● **Description of the task**
Write out the complete data exactly as written.

● **Source material**
--- START ---

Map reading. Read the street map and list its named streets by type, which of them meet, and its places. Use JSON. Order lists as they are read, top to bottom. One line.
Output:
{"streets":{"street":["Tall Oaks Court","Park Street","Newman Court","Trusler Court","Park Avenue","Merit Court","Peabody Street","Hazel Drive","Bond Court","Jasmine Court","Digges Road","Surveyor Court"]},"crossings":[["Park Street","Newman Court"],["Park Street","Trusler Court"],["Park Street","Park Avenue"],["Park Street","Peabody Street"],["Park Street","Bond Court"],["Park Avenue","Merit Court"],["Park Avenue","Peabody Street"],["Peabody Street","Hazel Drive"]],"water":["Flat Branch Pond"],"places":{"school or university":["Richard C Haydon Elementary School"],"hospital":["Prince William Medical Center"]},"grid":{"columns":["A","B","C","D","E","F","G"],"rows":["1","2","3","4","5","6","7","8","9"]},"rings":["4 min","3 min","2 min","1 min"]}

--- END ---

● **Solution for this task**
Map reading. Read the street map and list its named streets by type, which of them meet, and its places. Use JSON. Order lists as they are read, top to bottom. One line.
Output:
{"streets":{"street":["Tall Oaks Court","Park Street","Newman Court","Trusler Court","Park Avenue","Merit Court","Peabody Street","Hazel Drive","Bond Court","Jasmine Court","Digges Road","Surveyor Court"]},"crossings":[["Park Street","Newman Court"],["Park Street","Trusler Court"],["Park Street","Park Avenue"],["Park Street","Peabody Street"],["Park Street","Bond Court"],["Park Avenue","Merit Court"],["Park Avenue","Peabody Street"],["Peabody Street","Hazel Drive"]],"water":["Flat Branch Pond"],"places":{"school or university":["Richard C Haydon Elementary School"],"hospital":["Prince William Medical Center"]},"grid":{"columns":["A","B","C","D","E","F","G"],"rows":["1","2","3","4","5","6","7","8","9"]},"rings":["4 min","3 min","2 min","1 min"]}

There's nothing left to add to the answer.